Les petits sont dociles, ils aiment inconditionnellement leurs parents, ils s’adaptent très bien aux exigences parentales, et de toute façon, ils ont été conditionnés à obéir au doigt et à l’œil depuis leur naissance.

Mais rêve- t-on d’un enfant qui obéit au doigt et à l’œil?

On en demande de beaucoup à nos enfants, alors que si nous nous re-connections à notre propre enfance, nous nous rappellerions toutes ces journées passées avec nos copains à jouer dans l’herbe fraîche, monter aux arbres, cueillir des fleurs, des fruits, aider nos parents à peaufiner leur potager, et sauter dans les flaques d’eau, faire du vélo, du patin à roulettes sans casque. On se faisait gronder parce qu’on avait troué ou sali nos vêtements mais nos parents n’étaient pas sans arrêt en train de nous surveiller de crainte qu’on se fasse mal.

A la campagne, comme en ville, ils nous laissaient tranquilles et on s’en portait très bien. Nous pouvions faire des bêtises, toucher à l’interdit, sans faire souffrir qui que ce soit, ou presque… Et surtout, ils ne s’inquiétaient pas quand on s’ennuyait !

Nous faisions nos devoirs tout seuls, nous étions autonomes, et nous assumions nos mauvaises notes, et nos parents nous grondaient mais n’en faisaient pas tout un fromage, ils finissaient par nous faire la leçon et ça nous encourageait à améliorer nos résultats scolaires ou pas.

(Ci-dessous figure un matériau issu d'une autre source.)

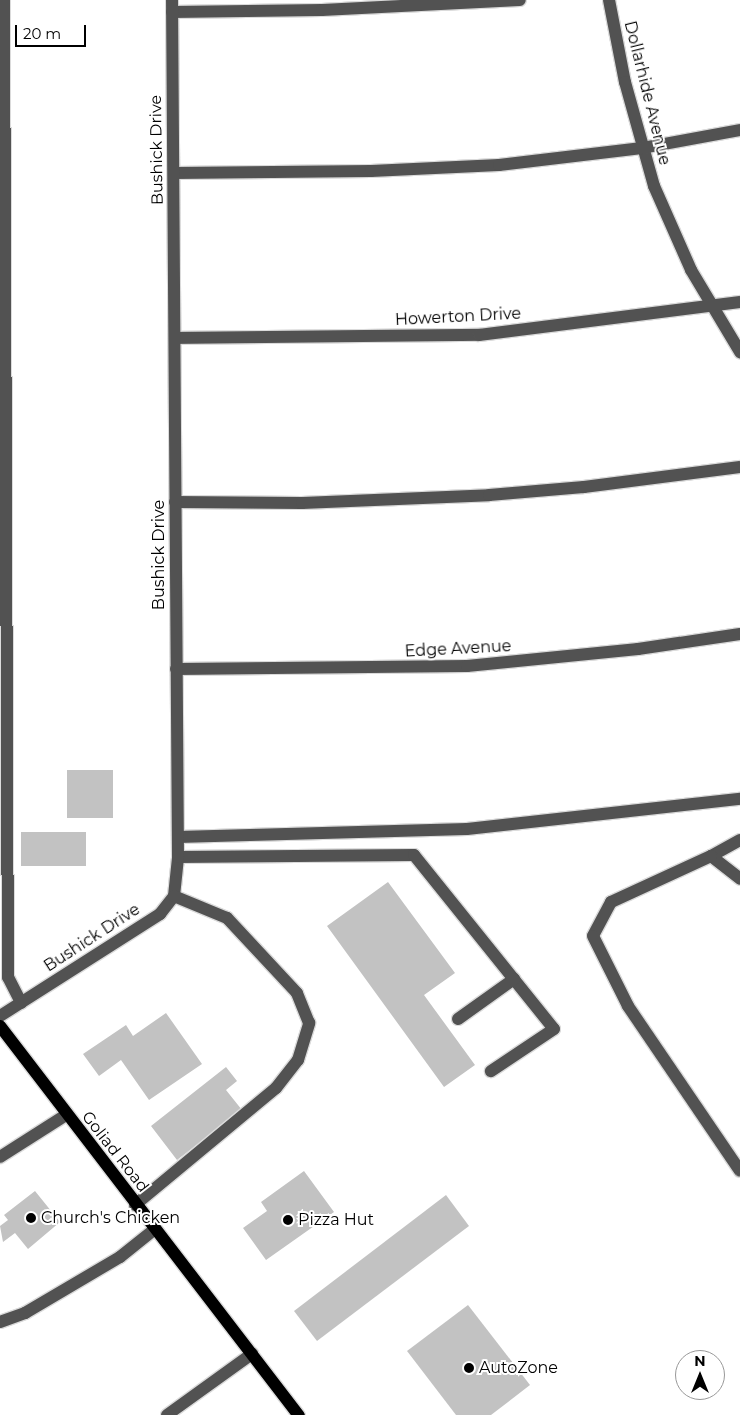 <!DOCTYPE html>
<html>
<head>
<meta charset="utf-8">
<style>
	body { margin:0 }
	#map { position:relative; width:740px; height:1415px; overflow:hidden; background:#fff; font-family:Montserrat,sans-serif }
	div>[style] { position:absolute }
	.building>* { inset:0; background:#c2c2c2 }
	.roads { filter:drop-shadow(1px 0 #dbdbdb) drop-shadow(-1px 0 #dbdbdb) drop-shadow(0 1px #dbdbdb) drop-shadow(0 -1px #dbdbdb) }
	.minor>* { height:12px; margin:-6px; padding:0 6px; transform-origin:6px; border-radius:6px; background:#525252 }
	.major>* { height:12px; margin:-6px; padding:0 6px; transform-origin:6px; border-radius:6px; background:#000 }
	.dots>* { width:14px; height:14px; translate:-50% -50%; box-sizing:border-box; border:2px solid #fff; border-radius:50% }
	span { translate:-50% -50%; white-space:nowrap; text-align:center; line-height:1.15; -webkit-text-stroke:4px #fff; paint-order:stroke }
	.street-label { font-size:16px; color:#000 }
	.poi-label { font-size:16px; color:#000 }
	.left { translate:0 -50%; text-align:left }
	.north { position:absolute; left:675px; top:1350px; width:50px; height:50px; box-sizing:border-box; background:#fff; border:1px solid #999; border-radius:50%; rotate:0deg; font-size:14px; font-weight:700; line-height:20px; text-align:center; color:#000 }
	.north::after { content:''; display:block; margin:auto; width:18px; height:22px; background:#000; clip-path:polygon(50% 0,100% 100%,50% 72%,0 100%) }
	.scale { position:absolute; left:15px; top:25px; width:71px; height:22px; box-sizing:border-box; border:2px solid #000; border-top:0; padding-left:6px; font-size:15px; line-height:18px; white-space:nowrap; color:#000; -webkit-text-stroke:4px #fff; paint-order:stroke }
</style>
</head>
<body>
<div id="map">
	<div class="building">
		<i style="clip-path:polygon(67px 770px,113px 770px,113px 818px,67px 818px)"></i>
		<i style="clip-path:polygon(21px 832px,86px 832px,86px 866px,21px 866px)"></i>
		<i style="clip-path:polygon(388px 882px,455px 973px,424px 995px,475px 1065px,444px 1087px,327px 926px)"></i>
		<i style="clip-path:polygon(166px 1013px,202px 1064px,149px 1100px,121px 1060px,99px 1076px,83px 1054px,126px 1025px,133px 1036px)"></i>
		<i style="clip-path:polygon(226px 1067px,237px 1081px,226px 1090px,242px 1110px,177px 1160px,151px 1126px)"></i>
		<i style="clip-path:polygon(304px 1171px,334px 1212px,266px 1260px,243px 1228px,267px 1211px,261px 1202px)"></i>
		<i style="clip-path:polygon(35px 1191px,60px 1222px,28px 1249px,15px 1233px,3px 1242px,0 1226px,8px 1220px,4px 1215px)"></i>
		<i style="clip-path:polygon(446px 1195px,469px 1226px,317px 1341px,294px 1311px)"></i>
		<i style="clip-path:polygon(468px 1305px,530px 1385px,491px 1415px,456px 1415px,407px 1351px)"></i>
	</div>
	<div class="roads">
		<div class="minor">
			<i style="left:4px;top:0;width:977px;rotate:89.77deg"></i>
			<i style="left:8px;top:977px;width:29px;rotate:63deg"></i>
			<i style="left:609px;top:0;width:84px;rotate:79deg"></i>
			<i style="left:625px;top:82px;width:108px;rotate:74.4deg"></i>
			<i style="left:654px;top:186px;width:92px;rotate:66.2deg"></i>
			<i style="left:691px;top:270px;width:96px;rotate:59.1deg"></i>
			<i style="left:172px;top:12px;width:150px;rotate:-0.8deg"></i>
			<i style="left:322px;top:10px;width:198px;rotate:-2.9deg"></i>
			<i style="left:174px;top:173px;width:197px;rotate:-0.6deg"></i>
			<i style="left:371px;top:171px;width:128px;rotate:-2.7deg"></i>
			<i style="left:499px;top:165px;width:144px;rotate:-6.8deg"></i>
			<i style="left:642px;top:148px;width:100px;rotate:-10.4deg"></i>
			<i style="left:175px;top:338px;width:304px;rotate:-0.6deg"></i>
			<i style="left:479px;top:335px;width:263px;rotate:-7.2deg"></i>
			<i style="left:175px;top:502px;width:127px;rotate:0.5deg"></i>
			<i style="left:302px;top:503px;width:187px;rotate:-2.4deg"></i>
			<i style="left:489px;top:495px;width:95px;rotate:-4.8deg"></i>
			<i style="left:584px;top:487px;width:157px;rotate:-7.3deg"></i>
			<i style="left:176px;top:669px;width:291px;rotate:-0.6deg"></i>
			<i style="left:467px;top:666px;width:172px;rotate:-5.7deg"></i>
			<i style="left:638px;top:649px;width:103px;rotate:-8.4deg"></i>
			<i style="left:178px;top:837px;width:289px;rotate:-1.6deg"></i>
			<i style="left:467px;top:829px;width:275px;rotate:-6.3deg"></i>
			<i style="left:740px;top:840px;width:33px;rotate:151deg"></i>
			<i style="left:711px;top:856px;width:37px;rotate:38deg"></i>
			<i style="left:711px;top:856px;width:110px;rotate:155.3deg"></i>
			<i style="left:611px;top:902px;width:38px;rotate:118deg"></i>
			<i style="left:593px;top:936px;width:78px;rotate:63.4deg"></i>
			<i style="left:628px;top:1006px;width:199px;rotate:55.8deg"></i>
			<i style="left:178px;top:857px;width:236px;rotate:-0.5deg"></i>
			<i style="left:414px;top:855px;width:223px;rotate:51.2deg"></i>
			<i style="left:554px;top:1029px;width:76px;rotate:146.3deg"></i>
			<i style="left:0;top:1016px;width:190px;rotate:-32.5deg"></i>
			<i style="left:160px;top:914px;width:23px;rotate:-52deg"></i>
			<i style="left:174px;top:896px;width:39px;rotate:-84deg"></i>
			<i style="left:178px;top:857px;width:857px;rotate:-90.4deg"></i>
			<i style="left:458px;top:1019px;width:69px;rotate:-35.5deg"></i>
			<i style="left:0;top:1157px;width:78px;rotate:-32.5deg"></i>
			<i style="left:135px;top:1205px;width:183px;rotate:-39.7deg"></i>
			<i style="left:276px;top:1088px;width:36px;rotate:-52deg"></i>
			<i style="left:298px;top:1060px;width:39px;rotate:-73deg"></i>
			<i style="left:309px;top:1023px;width:32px;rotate:-112deg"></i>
			<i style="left:297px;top:993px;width:103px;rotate:-133deg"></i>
			<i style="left:227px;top:918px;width:57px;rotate:-157.5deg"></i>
			<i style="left:0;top:1322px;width:27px;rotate:-20deg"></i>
			<i style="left:25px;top:1313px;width:110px;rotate:-30.5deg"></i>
			<i style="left:120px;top:1257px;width:45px;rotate:-38.7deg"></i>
			<i style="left:167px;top:1415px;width:105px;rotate:-35.7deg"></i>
		</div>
		<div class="major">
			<i style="left:0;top:1026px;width:491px;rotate:52.5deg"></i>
		</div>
	</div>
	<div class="dots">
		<i style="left:31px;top:1218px;background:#000"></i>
		<i style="left:288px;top:1220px;background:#000"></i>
		<i style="left:469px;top:1368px;background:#000"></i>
	</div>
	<div class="street-label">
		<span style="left:647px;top:93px;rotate:76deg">Dollarhide Avenue</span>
		<span style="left:157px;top:150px;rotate:-91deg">Bushick Drive</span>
		<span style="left:458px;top:317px;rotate:-3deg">Howerton Drive</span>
		<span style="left:159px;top:555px;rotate:-90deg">Bushick Drive</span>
		<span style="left:458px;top:649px;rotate:-3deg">Edge Avenue</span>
		<span style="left:92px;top:938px;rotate:-33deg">Bushick Drive</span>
		<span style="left:115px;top:1152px;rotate:52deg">Goliad Road</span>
	</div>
	<div class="poi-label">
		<span class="left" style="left:41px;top:1218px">Church's Chicken</span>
		<span class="left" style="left:298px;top:1220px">Pizza Hut</span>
		<span class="left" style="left:479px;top:1368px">AutoZone</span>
	</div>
	<div class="north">N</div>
	<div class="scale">20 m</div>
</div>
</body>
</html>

Cela ne signifie pas que nos parents étaient totalement laxistes, ni malveillants, ils ne se mettaient dans des exigences éducatives qu’ils ne pouvaient pas tenir, et qui n’appartenaient pas à leurs vision de l’éducation.

Nos petits sont donc sous pression depuis leur naissance avec tous ces jeux d’éveil sensés leur apporter une intelligence supérieure, qui sont en fait un leurre, car quand on observe nos bambins, ils jouent avec tout ce qui leur passe sous la main, ils n’en n’ont cure de tous ces jeux colorés à la manufacture parfaite.

Avec ce type d’éducation parentale, l’enfant risque de développer du stress, de l’anxiété et de manquer de créativité et d’autonomie mais surtout de manquer de confiance en lui, car il a toujours l’impression qu’il n’a pas le droit à l’erreur et que s’il se trompe c’est la fin du monde…

Lorsque ses parents choisissent tout pour lui et contrôlent tous ses moindres faits et gestes à l’école mais aussi avec ses amis, l’enfant peut se sentir dépossédé de sa vie, et va développer l’idée que sans ses parents, il n’est rien.

Le risque est que l’enfant perde sa capacité à s’auto-réguler*, c’est-à-dire à mettre en place des stratégies alternatives pour se défendre, prendre des décisions, gérer sa solitude, ses relations, ses émotions, s’affirmer. L’hyperparentalité peut donc engendrer très rapidement un mal-être chez l’enfant.

Quand on retire à l’enfant le plaisir d’apprendre par une surstimulation, et une surprotection, le risque est de voir émerger chez lui des signes de dyscalculie, de trouble de l’apprentissage, de dyslexie etc. Le cadre éducatif rigide peut donc mener l’enfant vers une fatigue structurelle qui va affecter les zones d’apprentissage de son cerveau.

Les sciences cognitives ont identifié quatre facteurs principaux de réussite d’un apprentissage : l’attention, l’engagement actif, le retour d’information, et enfin, la consolidation (Stanislas Dehaene)

Face à ces difficultés, les enfants consulteront nombreux professionnels de santé pour être remis sur les rails.

1.2 Les effets sur les adolescents

Les enfants qui ont grandi dans ce cadre éducatif finissent stressés, épuisés, gavés, ce qui a pour conséquence directe l’échec scolaire et ensuite le décrochage scolaire qui vont affecter progressivement l’estime de soi et la motivation.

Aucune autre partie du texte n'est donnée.